I then could sandwich the movable block in the track and take an accurate measurement. I wanted this to be snug so I’ll cut the block large and keep inching up on it till I get a really good fit.
Next I clamp the back peice in place and add screws along its length.
I designed the router clamp in sketch up and saved it as a .svg so I could use easil to cut the clamps out on the x carve. I used HDPE for the material mainly because I had it laying around but plywood or hardwood would also work here. Just use some Threaded inserts instead of threaded holes.
Next I taped a couple of holes to accept threaded rod. This will allow me to clamp both halves of the clamp around the router. I used epoxy here to keep the rods from turning out. You would want to use threaded inserts here if you using wood for the clamps
To mount the clamps to the movable block, I taped a few holes so I could use counter sunk bolts. You would want to use threaded inserts here if you using wood for the clamps.
Next I used two pieces of maple measuring 2″ wide to give the lift a mounting spot to mount to the table as well giving a spot to attach my 90DA.

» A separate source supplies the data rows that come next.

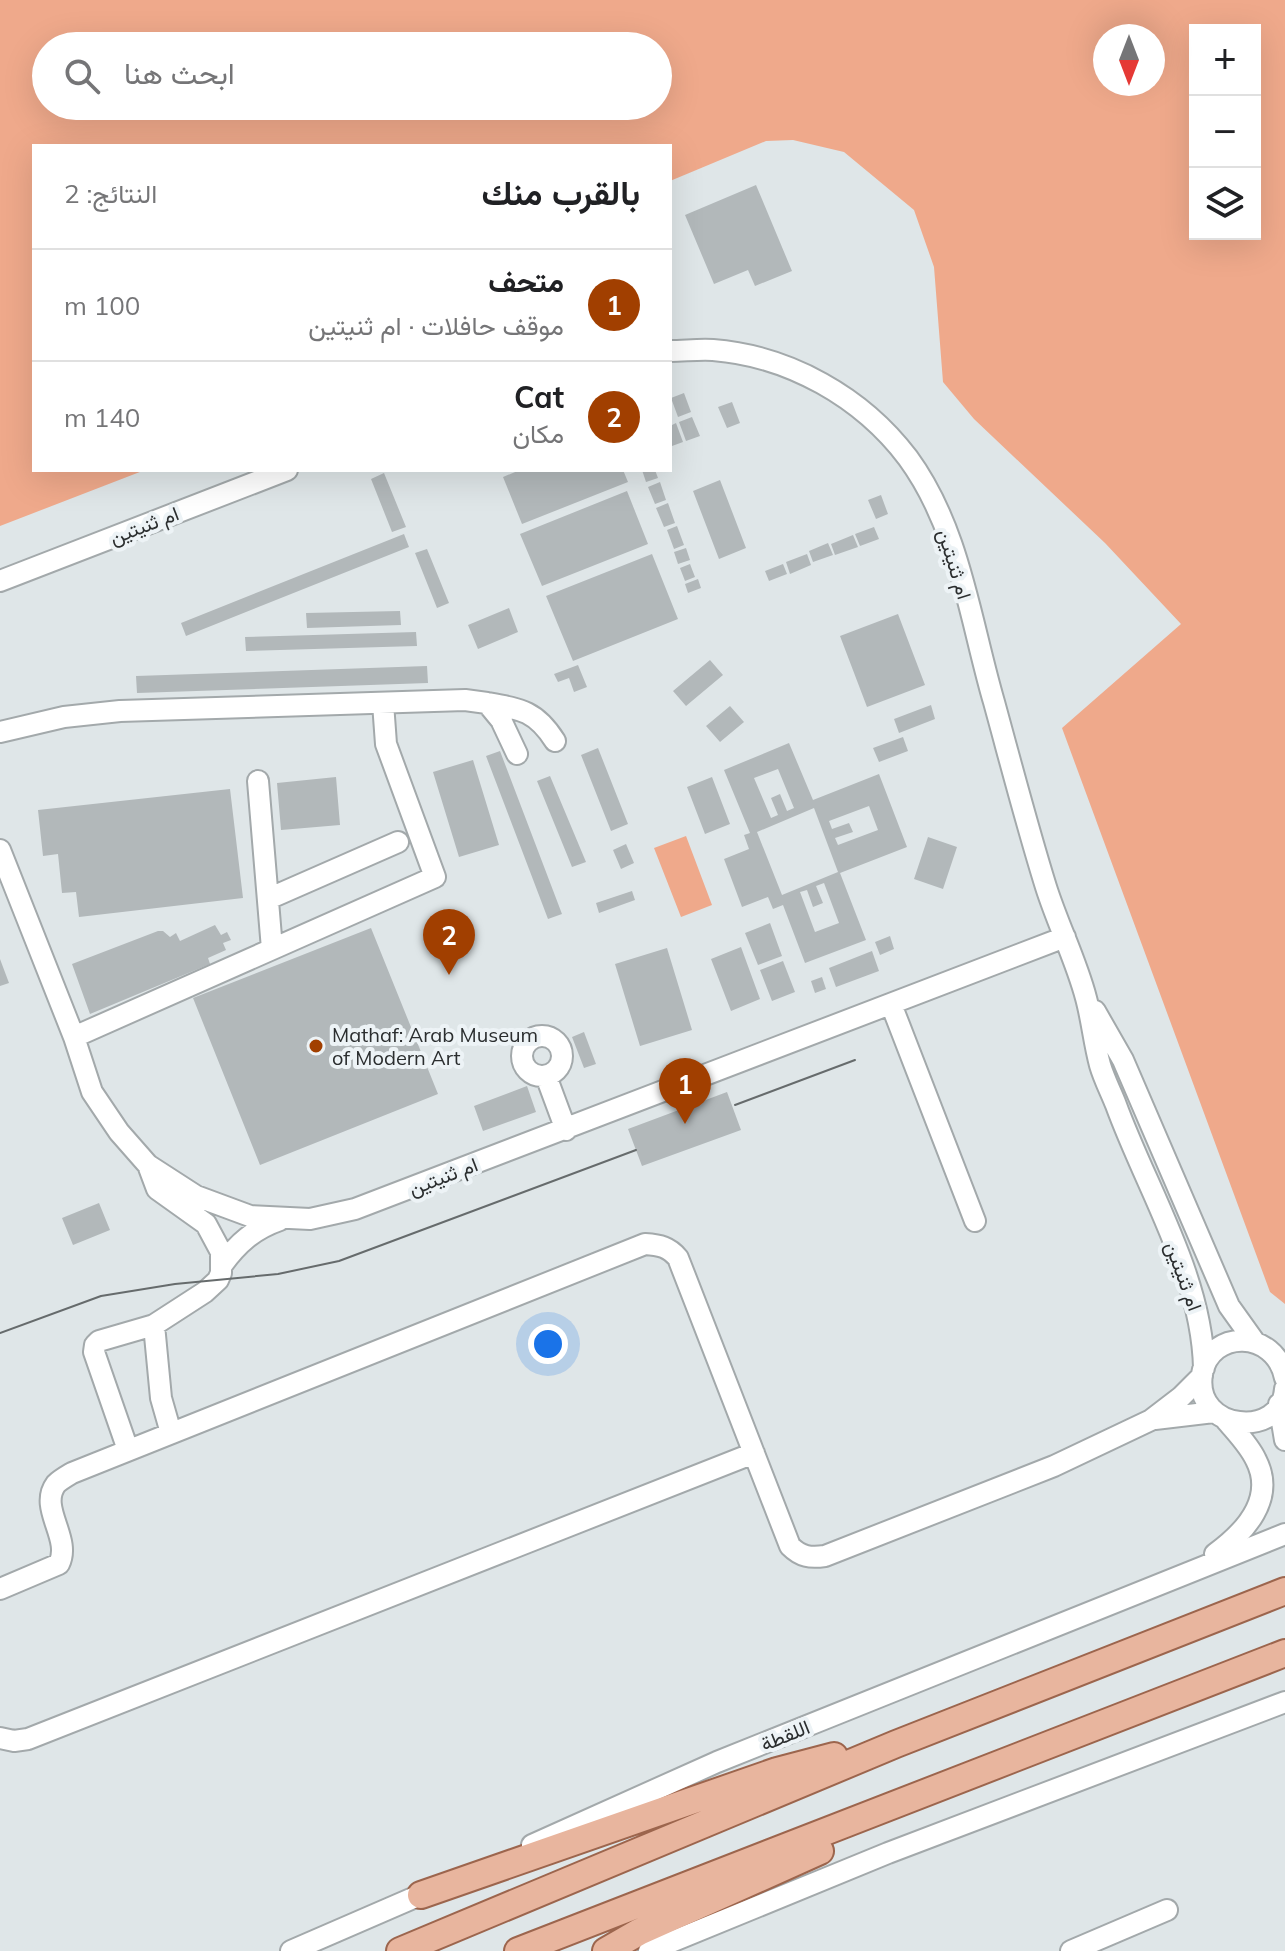 <!DOCTYPE html>
<html lang="ar">
<meta charset="utf-8">
<style>
body{margin:0;font-family:Mulish,Vazirmatn,sans-serif;background:#f6f6f6;color:#202124;direction:rtl}
.controls{position:absolute;right:24px;top:24px;display:grid;overflow:hidden;border-radius:0px;box-shadow:0 8px 32px #0002}
.controls button{width:72px;height:72px;display:grid;place-items:center;padding:0;border:0;border-bottom:2px solid #e0e0e0;background:#fff;color:#202124;font:40px sans-serif}
.compass{position:absolute;left:1093px;top:24px;width:72px;height:72px;border-radius:50%;background:#fff;box-shadow:0 8px 32px #0002;rotate:180deg}
.you{position:absolute;left:548px;top:1344px;width:28px;height:28px;margin:-20px;border:6px solid #fff;border-radius:50%;background:#1a73e8;box-shadow:0 0 0 12px #1a73e833}
.badge{display:grid;place-items:center;width:52px;height:52px;border-radius:50%;background:#a13f00;color:#fff;font-size:26px;font-weight:700}
.pin{position:absolute;translate:-50% -66px;filter:drop-shadow(0 2px 4px #0008)}
.pin::after{content:'';position:absolute;top:42px;width:28px;height:24px;background:inherit;clip-path:polygon(0 0,100% 0,50% 100%)}
.list{margin:0;padding:0;list-style:none}
h2{display:flex;justify-content:space-between;align-items:center;height:104px;margin:0;padding:0 32px;font-size:34px}
h2 small{font-size:26px;font-weight:400;color:#757577}
.list li{display:grid;grid-template-columns:52px 1fr auto;gap:24px;align-items:center;box-sizing:border-box;height:112px;padding:0 32px;border-top:2px solid #e0e0e0}
.list b{display:block;font-size:30px;white-space:nowrap}
.list p{margin:0;font-size:26px;white-space:nowrap;color:#757577}
.list em{font-size:26px;font-style:normal;color:#757577}
.icon{flex:none;width:44px;height:44px;fill:none;stroke:currentColor;stroke-width:2;stroke-linecap:round;stroke-linejoin:round}
.map{position:relative;flex:none;width:1285px;height:1951px;overflow:hidden;direction:ltr}
.search{position:absolute;background:#fff;box-shadow:0 8px 32px #0002;left:32px;top:32px;width:640px;height:88px;display:flex;align-items:center;gap:20px;box-sizing:border-box;padding:0 28px;border-radius:44px;color:#757577;font-size:30px}
.panel{position:absolute;background:#fff;box-shadow:0 8px 32px #0002;left:32px;top:144px;width:640px;height:328px;border-radius:0px;direction:rtl}
.map>svg:first-child{display:block}
.green{fill:#efa98b;fill-rule:evenodd}
.building{fill:#b2b8ba;fill-rule:evenodd}
.lines{fill:none;stroke-linecap:round;stroke-linejoin:round}
.minor-casing{stroke:#a3a9ab;stroke-width:24}
.major-casing{stroke:#9c654d;stroke-width:30}
.minor{stroke:#fff;stroke-width:20}
.major{stroke:#e8b59e;stroke-width:26}
.tram{stroke:#666b6c;stroke-width:2}
.poi-dot{fill:#a13f00;stroke:#edf3f6;stroke-width:3}
.labels{text-anchor:middle;dominant-baseline:central;stroke-width:8;stroke-linejoin:round;paint-order:stroke}
.street-label{font-size:20px;fill:#2b2e2f;stroke:#edf3f6}
.poi-label{font-size:20px;fill:#2b2e2f;stroke:#edf3f6;text-anchor:start}
</style>
<div class="map">
<svg width="1285" height="1951" viewBox="0 0 1285 1951">
<rect width="100%" height="100%" fill="#dfe6e8"/>
<path class="green" d="M0,0H1285V1304L1270,1292L1062,728L1181,624L1105,543L974,419L943,382L934,267L914,210L844,152L793,140L766,141L670,181V146H34V470H145L0,526ZM1195,30H1255V234H1195ZM1105,36H1153V84H1105ZM46,46H658V106H46Z
M686,836L712,905L681,917L654,848Z"/>
<path class="building" d="M756,185L792,271L755,286L748,270L714,284L685,215Z
M684,393L691,412L678,417L671,398Z
M732,402L740,423L727,428L718,407Z
M692,417L700,436L686,441L679,422Z
M676,423L683,442L672,446L670,426Z
M520,470H623L628,482L522,524L503,477Z
M642,470H655L658,478L646,482Z
M384,473L406,527L392,532L371,479Z
M720,480L746,548L719,559L693,491Z
M660,482L666,500L655,504L648,487Z
M627,491L648,544L542,586L520,534Z
M881,495L888,514L876,519L868,500Z
M668,503L675,523L664,527L656,508Z
M677,526L684,545L674,549L667,530Z
M874,527L879,539L860,546L855,534Z
M404,534L409,547L186,636L181,623Z
M853,535L858,547L835,555L831,544Z
M828,543L833,555L813,562L809,551Z
M686,548L690,560L678,564L674,552Z
M427,549L449,603L437,608L415,553Z
M652,554L678,619L573,661L546,596Z
M807,554L811,565L790,574L786,562Z
M690,564L695,577L685,581L680,568Z
M783,564L787,574L769,581L765,571Z
M698,579L701,588L688,593L685,584Z
M509,608L518,632L478,649L468,625Z
M400,611L401,625L307,628L306,613Z
M898,614L925,685L867,707L840,636Z
M416,632L417,646L246,651L245,637Z
M710,660L723,675L686,706L673,691Z
M578,665L587,687L574,692L569,678L558,682L554,674Z
M427,666L428,683L137,693L136,676Z
M931,705L935,719L899,733L894,719Z
M730,706L744,722L720,742L706,726Z
M903,737L908,751L879,762L873,748Z
M789,743L813,800L879,774L907,847L840,873L866,940L805,963L783,905L773,909L768,897L742,907L724,859L749,849L744,835L750,833L724,770ZM778,769L794,808L787,811L780,794L771,798L778,815L771,818L754,778ZM869,806L878,830L838,845L835,838L853,832L849,823L832,829L829,821ZM814,808L838,872L782,895L757,832ZM824,883L839,923L815,932L800,892L807,890L813,907L823,903L816,886Z
M598,748L628,824L611,831L581,755Z
M500,751L562,914L548,919L486,756Z
M473,760L499,845L459,857L433,772Z
M550,776L586,862L572,867L537,781Z
M336,777L340,825L281,830L277,783Z
M712,777L730,824L705,834L687,787Z
M230,789L243,898L79,917L76,892L62,893L58,854L43,856L38,810Z
M928,837L957,847L943,889L914,879Z
M626,844L634,863L621,869L613,850Z
M632,891L635,900L599,913L596,903Z
M770,923L782,956L758,965L745,933Z
M215,925L221,935L227,932L231,940L223,943L226,950L208,958L210,964L90,1014L72,964L158,931H163L170,937L176,933L180,941Z
M371,928L438,1094L260,1165L193,998Z
M890,936L894,949L880,955L875,942Z
M741,947L760,999L731,1011L711,959Z
M667,948L692,1030L640,1046L615,964Z
M872,951L879,971L836,987L829,968Z
M0,959L9,983L0,986Z
M783,961L795,992L772,1001L760,970Z
M822,977L826,989L815,993L811,981Z
M584,1032L596,1064L584,1068L572,1037Z
M527,1086L536,1112L483,1131L474,1106Z
M727,1092L741,1130L642,1166L628,1129Z
M99,1203L110,1230L73,1245L62,1218Z"/>
<g class="lines">
<g class="minor-casing">
<path id="minor" d="M670,351C684,351 699,349 713,350C789,356 862,397 908,458C960,529 970,620 994,702C1011,764 1027,826 1046,887C1058,925 1076,960 1086,998C1092,1020 1094,1043 1100,1065C1104,1079 1111,1092 1116,1105C1147,1190 1202,1276 1204,1368
M0,581L287,470
M487,703C521,709 536,711 555,741
M0,732L64,717L120,711L465,700L487,703L501,720L517,754
M258,781L272,949
M0,850L74,1037L92,1092L119,1132L148,1165L196,1196L250,1216L310,1219L355,1209L1065,937
M268,899L398,842
M891,1004L975,1221
M1095,1011L1123,1060L1229,1306L1254,1341
M522 1056a20 20 0 1 1 40 0a20 20 0 1 1-40 0Z
M74,1037L435,877L386,744L383,703
M546,1076L566,1130
M148,1165L157,1189L206,1224L221,1252V1273L218,1280L205,1292L154,1325L161,1398L171,1433
M222,1265C238,1243 254,1229 280,1220
M1285,1378C1275,1329 1210,1329 1202,1374C1193,1432 1282,1439 1285,1389
M1279,1404L1285,1440
M1155,1419L1214,1412
M128,1450L94,1352L95,1345L99,1341L154,1325
M1215,1554C1245,1532 1276,1499 1256,1460C1249,1445 1236,1432 1226,1420
M0,1589L59,1564C72,1538 38,1508 56,1484C60,1480 67,1476 72,1473L645,1244C660,1245 669,1247 678,1258L790,1546C801,1557 810,1558 825,1556L1054,1466L1151,1420L1181,1397L1202,1376
M0,1738L14,1741L28,1739L754,1453
M532,1845L717,1762L1285,1534
M291,1951L434,1889
M649,1951L888,1853L1285,1702
M1071,1951L1167,1910"/>
</g>
<g class="major-casing">
<path id="major" d="M421,1895L777,1771L834,1756
M400,1951L896,1744L1285,1591
M518,1951L1285,1653
M606,1951L639,1932L820,1851"/>
</g>
<use href="#minor" class="minor"/>
<use href="#major" class="major"/>
<path class="tram" d="M735,1105L855,1060
M0,1333L101,1296L175,1284L278,1274L339,1261L636,1150"/>
</g>
<circle class="poi-dot" cx="316" cy="1046" r="8"/>
<g class="labels">
<g class="street-label">
<text transform="translate(144 525) rotate(-21)">ام ثنيتين</text>
<text transform="translate(955 564) rotate(73)">ام ثنيتين</text>
<text transform="translate(443 1176) rotate(-21)">ام ثنيتين</text>
<text transform="translate(1184 1276) rotate(70)">ام ثنيتين</text>
<text transform="translate(785 1735) rotate(-22)">اللقطة</text>
</g>
<g class="poi-label">
<text x="332" y="1034">Mathaf: Arab Museum<tspan x="332" dy="23">of Modern Art</tspan></text>
</g>
</g>
</svg>
<div class="controls">
<button>+</button>
<button>−</button>
<button><svg class="icon" aria-label="layers" viewBox="0 0 24 24"><path d="M12 4l9 5-9 5-9-5zM3 14l9 5 9-5"/></svg></button>
</div>
<svg class="compass" viewBox="-18 -18 36 36"><path d="M0-13l5 13h-10z" fill="#e53935"/><path d="M0 13l5-13h-10z" fill="#757577"/></svg>
<div class="you"></div>
<div class="pin badge" style="left:685px;top:1124px">1</div>
<div class="pin badge" style="left:449px;top:975px">2</div>
<div class="search"><svg class="icon" aria-label="search" viewBox="0 0 24 24"><circle cx="10" cy="10" r="6"/><path d="M15 15l6 6"/></svg>ابحث هنا</div>
<section class="panel">
<h2>بالقرب منك<small>النتائج: 2</small></h2>
<ul class="list">
<li><span class="badge">1</span><div><b>متحف</b><p>موقف حافلات · ام ثنيتين</p></div><em>100 m</em></li>
<li><span class="badge">2</span><div><b>Cat</b><p>مكان</p></div><em>140 m</em></li>
</ul>
</section>
</div>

Here you can see the cross member between the two pieces of maple. I well be able to screw through it into the router table.
I made the mount for the drill attachment really simple. First I drilled a hole the same size as the diameter of my 90DA. Then I could cut a relieve cut so I can use a screw to clamp the attachment tight.
Here you can see how I tighten the screw to clamp the attachment tight.
Next I needed to to modify a 1/2″ threaded rod so it could easily attach to the 90DA. To accomplish this I decide to drill a hole dead Center in the threaded rod to tightly fit a 2″ screw driver bit.
I then could glue the bit into the threaded rod. I made it a really tight fit so I had to pound it in with a hammer. It is really important to get the bit dead Center in the threaded rod. Using a lathe would be ideal but if you take your time on the drill press, you can get a pretty centred hole.
I needed a taped hole precisely located on the router clamp for the lead screw to thread into. I figured the best way to accurately mark the location was to use another bit gound to point and placed in the 90DA. I then could press the clamp against the point which will give me the hole location.
Next I taped the hole, if using wood, use a threaded insert.
Here I permanently fastened the sides to the lift.
I pre drill the mounting holes and gave it a test run.
All done!! I’m so happy with the results on this one. It has a super smooth motion and seems to be really sturdy. Because I didn’t won’t to risk anything being to lose I decide to go back and add a slot to the back plate for a lock. I used a lag bolt going right through the moveable block and slot.